→ **PROBLEM DESCRIPTION**
From first line to last, print the records exactly, but leave out the pictures.

→ **MATERIAL FOR THIS TASK**

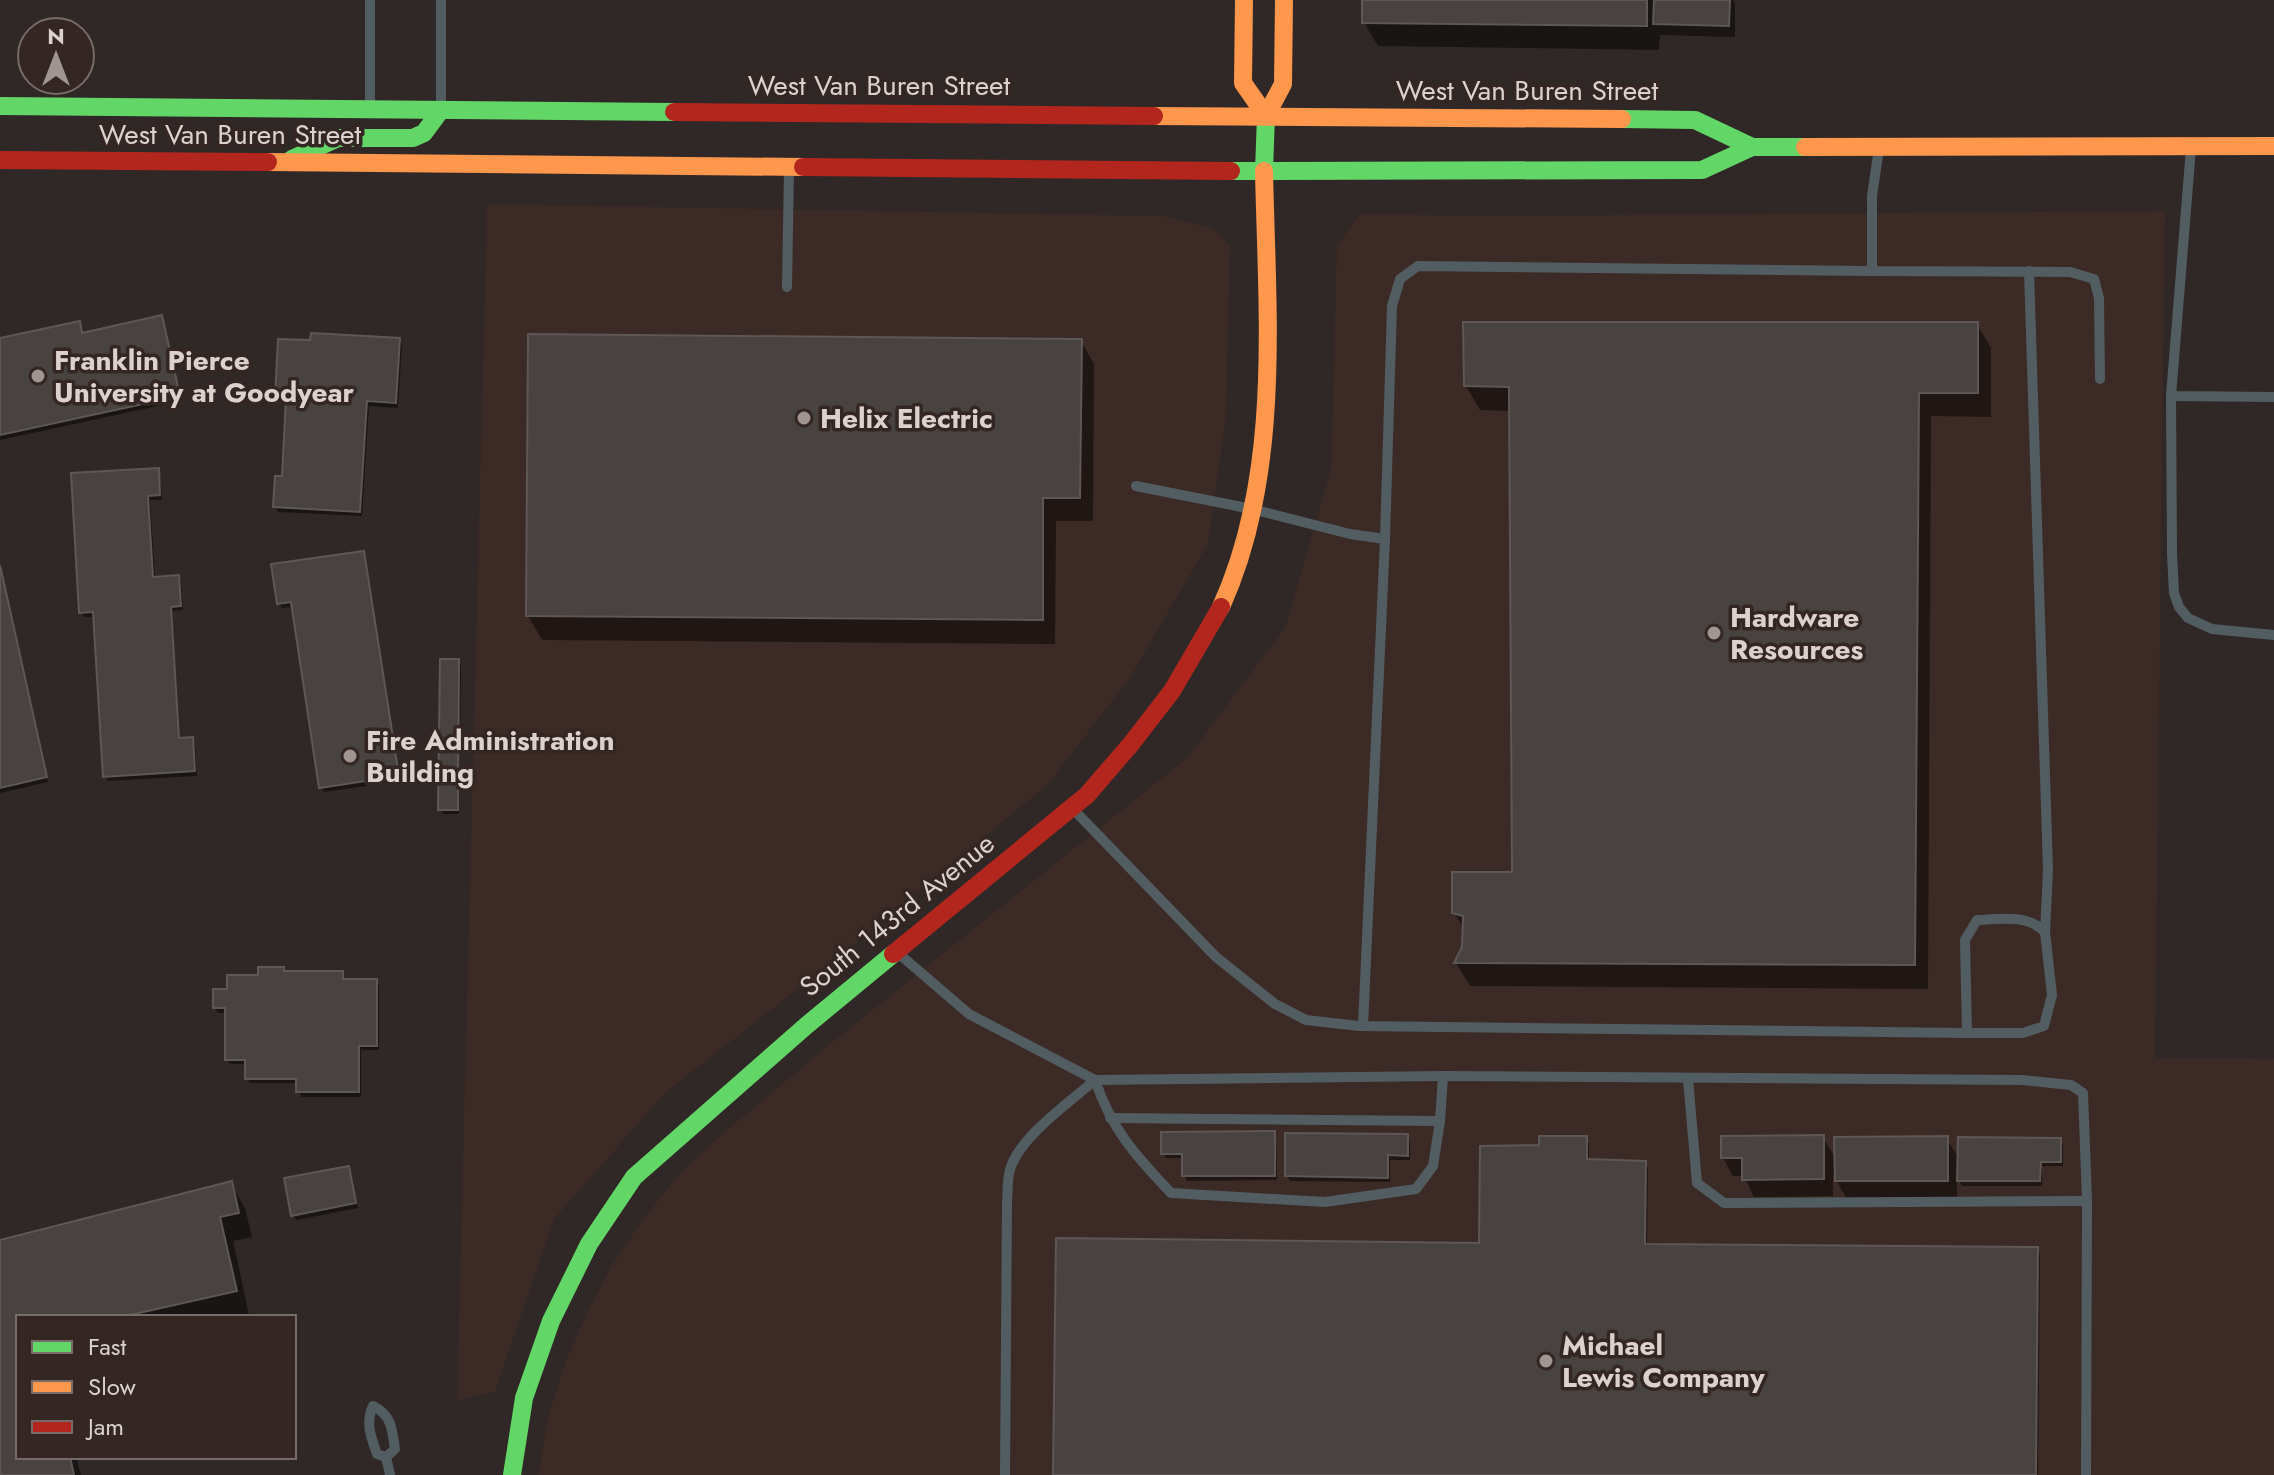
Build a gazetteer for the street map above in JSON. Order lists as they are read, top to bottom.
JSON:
{
  "streets": {
    "main road": ["West Van Buren Street", "South 143rd Avenue"]
  },
  "crossings": [
    ["West Van Buren Street", "South 143rd Avenue"]
  ],
  "places": [
    "Franklin Pierce University at Goodyear",
    "Helix Electric",
    "Hardware Resources",
    "Fire Administration Building",
    "Michael Lewis Company"
  ],
  "legend": ["Fast", "Slow", "Jam"],
  "north": "top"
}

→ **EXERCISE RESPONSE**
Build a gazetteer for the street map above in JSON. Order lists as they are read, top to bottom.
JSON:
{
  "streets": {
    "main road": ["West Van Buren Street", "South 143rd Avenue"]
  },
  "crossings": [
    ["West Van Buren Street", "South 143rd Avenue"]
  ],
  "places": [
    "Franklin Pierce University at Goodyear",
    "Helix Electric",
    "Hardware Resources",
    "Fire Administration Building",
    "Michael Lewis Company"
  ],
  "legend": ["Fast", "Slow", "Jam"],
  "north": "top"
}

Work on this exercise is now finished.